_WHAT YOU HAVE TO DO_
From the data below, restate every line word for word.

┌──

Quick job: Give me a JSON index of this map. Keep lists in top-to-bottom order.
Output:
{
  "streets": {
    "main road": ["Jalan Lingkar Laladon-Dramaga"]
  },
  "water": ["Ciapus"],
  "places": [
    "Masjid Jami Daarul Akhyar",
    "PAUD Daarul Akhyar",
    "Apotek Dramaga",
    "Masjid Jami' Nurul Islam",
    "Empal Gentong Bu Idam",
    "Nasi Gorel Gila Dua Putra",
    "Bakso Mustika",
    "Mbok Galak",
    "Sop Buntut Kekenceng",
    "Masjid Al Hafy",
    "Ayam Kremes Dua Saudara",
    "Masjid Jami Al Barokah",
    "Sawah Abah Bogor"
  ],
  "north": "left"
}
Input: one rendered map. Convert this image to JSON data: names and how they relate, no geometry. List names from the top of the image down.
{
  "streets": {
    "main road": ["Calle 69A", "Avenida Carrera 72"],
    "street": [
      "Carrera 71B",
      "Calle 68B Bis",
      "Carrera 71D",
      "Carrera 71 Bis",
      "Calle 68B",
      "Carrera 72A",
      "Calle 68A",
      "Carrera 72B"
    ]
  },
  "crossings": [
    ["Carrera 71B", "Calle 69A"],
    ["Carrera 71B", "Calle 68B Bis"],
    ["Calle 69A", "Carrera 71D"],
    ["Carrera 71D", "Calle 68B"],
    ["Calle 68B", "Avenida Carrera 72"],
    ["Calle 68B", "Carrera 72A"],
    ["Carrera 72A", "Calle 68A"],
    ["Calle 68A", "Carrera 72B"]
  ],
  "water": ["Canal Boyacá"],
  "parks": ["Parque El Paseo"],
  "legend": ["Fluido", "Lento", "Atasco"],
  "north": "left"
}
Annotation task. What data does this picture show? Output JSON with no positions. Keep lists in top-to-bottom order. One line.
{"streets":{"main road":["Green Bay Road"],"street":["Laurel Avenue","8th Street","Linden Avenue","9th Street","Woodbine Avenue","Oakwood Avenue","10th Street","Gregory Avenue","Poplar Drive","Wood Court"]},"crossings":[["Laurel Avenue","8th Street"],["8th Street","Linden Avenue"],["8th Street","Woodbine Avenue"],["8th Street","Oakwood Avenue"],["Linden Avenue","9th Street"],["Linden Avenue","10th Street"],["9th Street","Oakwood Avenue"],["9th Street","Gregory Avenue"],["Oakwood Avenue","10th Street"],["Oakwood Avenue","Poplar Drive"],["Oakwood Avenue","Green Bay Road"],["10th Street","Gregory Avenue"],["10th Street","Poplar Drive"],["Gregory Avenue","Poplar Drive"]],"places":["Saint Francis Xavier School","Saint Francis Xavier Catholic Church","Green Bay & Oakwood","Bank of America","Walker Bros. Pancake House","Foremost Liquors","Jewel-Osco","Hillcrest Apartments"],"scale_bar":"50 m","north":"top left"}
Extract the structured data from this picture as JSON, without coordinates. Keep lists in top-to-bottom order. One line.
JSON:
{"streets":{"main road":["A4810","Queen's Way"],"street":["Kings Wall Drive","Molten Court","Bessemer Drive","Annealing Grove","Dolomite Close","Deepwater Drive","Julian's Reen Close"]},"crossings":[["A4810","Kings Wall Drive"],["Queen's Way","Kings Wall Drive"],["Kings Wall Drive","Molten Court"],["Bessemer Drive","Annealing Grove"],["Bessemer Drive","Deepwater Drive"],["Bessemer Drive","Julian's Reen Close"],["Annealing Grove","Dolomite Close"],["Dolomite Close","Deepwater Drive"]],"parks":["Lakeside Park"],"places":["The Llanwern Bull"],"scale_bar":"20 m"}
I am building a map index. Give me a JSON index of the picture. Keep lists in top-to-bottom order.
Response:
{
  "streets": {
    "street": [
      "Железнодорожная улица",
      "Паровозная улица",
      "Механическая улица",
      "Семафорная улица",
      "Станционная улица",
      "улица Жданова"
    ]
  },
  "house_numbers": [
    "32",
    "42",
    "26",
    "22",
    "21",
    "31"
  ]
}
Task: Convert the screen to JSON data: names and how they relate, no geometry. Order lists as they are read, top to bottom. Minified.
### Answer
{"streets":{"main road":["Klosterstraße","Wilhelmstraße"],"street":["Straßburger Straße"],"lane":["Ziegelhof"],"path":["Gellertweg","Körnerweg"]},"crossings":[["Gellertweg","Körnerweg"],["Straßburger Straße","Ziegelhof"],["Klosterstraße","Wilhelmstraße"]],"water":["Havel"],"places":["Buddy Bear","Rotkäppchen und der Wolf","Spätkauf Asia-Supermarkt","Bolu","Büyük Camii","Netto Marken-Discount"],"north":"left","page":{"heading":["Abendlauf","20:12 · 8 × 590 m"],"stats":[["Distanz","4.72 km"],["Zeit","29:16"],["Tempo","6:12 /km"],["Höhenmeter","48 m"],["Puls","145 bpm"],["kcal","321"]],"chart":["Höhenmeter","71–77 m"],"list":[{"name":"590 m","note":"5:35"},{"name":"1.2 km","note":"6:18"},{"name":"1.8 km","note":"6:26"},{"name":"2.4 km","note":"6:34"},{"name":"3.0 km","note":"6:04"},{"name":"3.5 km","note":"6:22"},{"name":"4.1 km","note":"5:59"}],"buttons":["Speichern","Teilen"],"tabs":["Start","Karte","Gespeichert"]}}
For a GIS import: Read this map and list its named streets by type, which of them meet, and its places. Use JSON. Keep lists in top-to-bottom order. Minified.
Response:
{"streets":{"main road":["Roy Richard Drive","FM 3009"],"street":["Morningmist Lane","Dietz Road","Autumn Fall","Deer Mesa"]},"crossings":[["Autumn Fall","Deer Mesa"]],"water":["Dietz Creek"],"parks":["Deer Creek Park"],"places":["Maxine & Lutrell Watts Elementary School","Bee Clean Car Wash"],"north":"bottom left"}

└──

_ANSWER FOR THIS EXERCISE_
Quick job: Give me a JSON index of this map. Keep lists in top-to-bottom order.
Output:
{
  "streets": {
    "main road": ["Jalan Lingkar Laladon-Dramaga"]
  },
  "water": ["Ciapus"],
  "places": [
    "Masjid Jami Daarul Akhyar",
    "PAUD Daarul Akhyar",
    "Apotek Dramaga",
    "Masjid Jami' Nurul Islam",
    "Empal Gentong Bu Idam",
    "Nasi Gorel Gila Dua Putra",
    "Bakso Mustika",
    "Mbok Galak",
    "Sop Buntut Kekenceng",
    "Masjid Al Hafy",
    "Ayam Kremes Dua Saudara",
    "Masjid Jami Al Barokah",
    "Sawah Abah Bogor"
  ],
  "north": "left"
}
Input: one rendered map. Convert this image to JSON data: names and how they relate, no geometry. List names from the top of the image down.
{
  "streets": {
    "main road": ["Calle 69A", "Avenida Carrera 72"],
    "street": [
      "Carrera 71B",
      "Calle 68B Bis",
      "Carrera 71D",
      "Carrera 71 Bis",
      "Calle 68B",
      "Carrera 72A",
      "Calle 68A",
      "Carrera 72B"
    ]
  },
  "crossings": [
    ["Carrera 71B", "Calle 69A"],
    ["Carrera 71B", "Calle 68B Bis"],
    ["Calle 69A", "Carrera 71D"],
    ["Carrera 71D", "Calle 68B"],
    ["Calle 68B", "Avenida Carrera 72"],
    ["Calle 68B", "Carrera 72A"],
    ["Carrera 72A", "Calle 68A"],
    ["Calle 68A", "Carrera 72B"]
  ],
  "water": ["Canal Boyacá"],
  "parks": ["Parque El Paseo"],
  "legend": ["Fluido", "Lento", "Atasco"],
  "north": "left"
}
Annotation task. What data does this picture show? Output JSON with no positions. Keep lists in top-to-bottom order. One line.
{"streets":{"main road":["Green Bay Road"],"street":["Laurel Avenue","8th Street","Linden Avenue","9th Street","Woodbine Avenue","Oakwood Avenue","10th Street","Gregory Avenue","Poplar Drive","Wood Court"]},"crossings":[["Laurel Avenue","8th Street"],["8th Street","Linden Avenue"],["8th Street","Woodbine Avenue"],["8th Street","Oakwood Avenue"],["Linden Avenue","9th Street"],["Linden Avenue","10th Street"],["9th Street","Oakwood Avenue"],["9th Street","Gregory Avenue"],["Oakwood Avenue","10th Street"],["Oakwood Avenue","Poplar Drive"],["Oakwood Avenue","Green Bay Road"],["10th Street","Gregory Avenue"],["10th Street","Poplar Drive"],["Gregory Avenue","Poplar Drive"]],"places":["Saint Francis Xavier School","Saint Francis Xavier Catholic Church","Green Bay & Oakwood","Bank of America","Walker Bros. Pancake House","Foremost Liquors","Jewel-Osco","Hillcrest Apartments"],"scale_bar":"50 m","north":"top left"}
Extract the structured data from this picture as JSON, without coordinates. Keep lists in top-to-bottom order. One line.
JSON:
{"streets":{"main road":["A4810","Queen's Way"],"street":["Kings Wall Drive","Molten Court","Bessemer Drive","Annealing Grove","Dolomite Close","Deepwater Drive","Julian's Reen Close"]},"crossings":[["A4810","Kings Wall Drive"],["Queen's Way","Kings Wall Drive"],["Kings Wall Drive","Molten Court"],["Bessemer Drive","Annealing Grove"],["Bessemer Drive","Deepwater Drive"],["Bessemer Drive","Julian's Reen Close"],["Annealing Grove","Dolomite Close"],["Dolomite Close","Deepwater Drive"]],"parks":["Lakeside Park"],"places":["The Llanwern Bull"],"scale_bar":"20 m"}
I am building a map index. Give me a JSON index of the picture. Keep lists in top-to-bottom order.
Response:
{
  "streets": {
    "street": [
      "Железнодорожная улица",
      "Паровозная улица",
      "Механическая улица",
      "Семафорная улица",
      "Станционная улица",
      "улица Жданова"
    ]
  },
  "house_numbers": [
    "32",
    "42",
    "26",
    "22",
    "21",
    "31"
  ]
}
Task: Convert the screen to JSON data: names and how they relate, no geometry. Order lists as they are read, top to bottom. Minified.
### Answer
{"streets":{"main road":["Klosterstraße","Wilhelmstraße"],"street":["Straßburger Straße"],"lane":["Ziegelhof"],"path":["Gellertweg","Körnerweg"]},"crossings":[["Gellertweg","Körnerweg"],["Straßburger Straße","Ziegelhof"],["Klosterstraße","Wilhelmstraße"]],"water":["Havel"],"places":["Buddy Bear","Rotkäppchen und der Wolf","Spätkauf Asia-Supermarkt","Bolu","Büyük Camii","Netto Marken-Discount"],"north":"left","page":{"heading":["Abendlauf","20:12 · 8 × 590 m"],"stats":[["Distanz","4.72 km"],["Zeit","29:16"],["Tempo","6:12 /km"],["Höhenmeter","48 m"],["Puls","145 bpm"],["kcal","321"]],"chart":["Höhenmeter","71–77 m"],"list":[{"name":"590 m","note":"5:35"},{"name":"1.2 km","note":"6:18"},{"name":"1.8 km","note":"6:26"},{"name":"2.4 km","note":"6:34"},{"name":"3.0 km","note":"6:04"},{"name":"3.5 km","note":"6:22"},{"name":"4.1 km","note":"5:59"}],"buttons":["Speichern","Teilen"],"tabs":["Start","Karte","Gespeichert"]}}
For a GIS import: Read this map and list its named streets by type, which of them meet, and its places. Use JSON. Keep lists in top-to-bottom order. Minified.
Response:
{"streets":{"main road":["Roy Richard Drive","FM 3009"],"street":["Morningmist Lane","Dietz Road","Autumn Fall","Deer Mesa"]},"crossings":[["Autumn Fall","Deer Mesa"]],"water":["Dietz Creek"],"parks":["Deer Creek Park"],"places":["Maxine & Lutrell Watts Elementary School","Bee Clean Car Wash"],"north":"bottom left"}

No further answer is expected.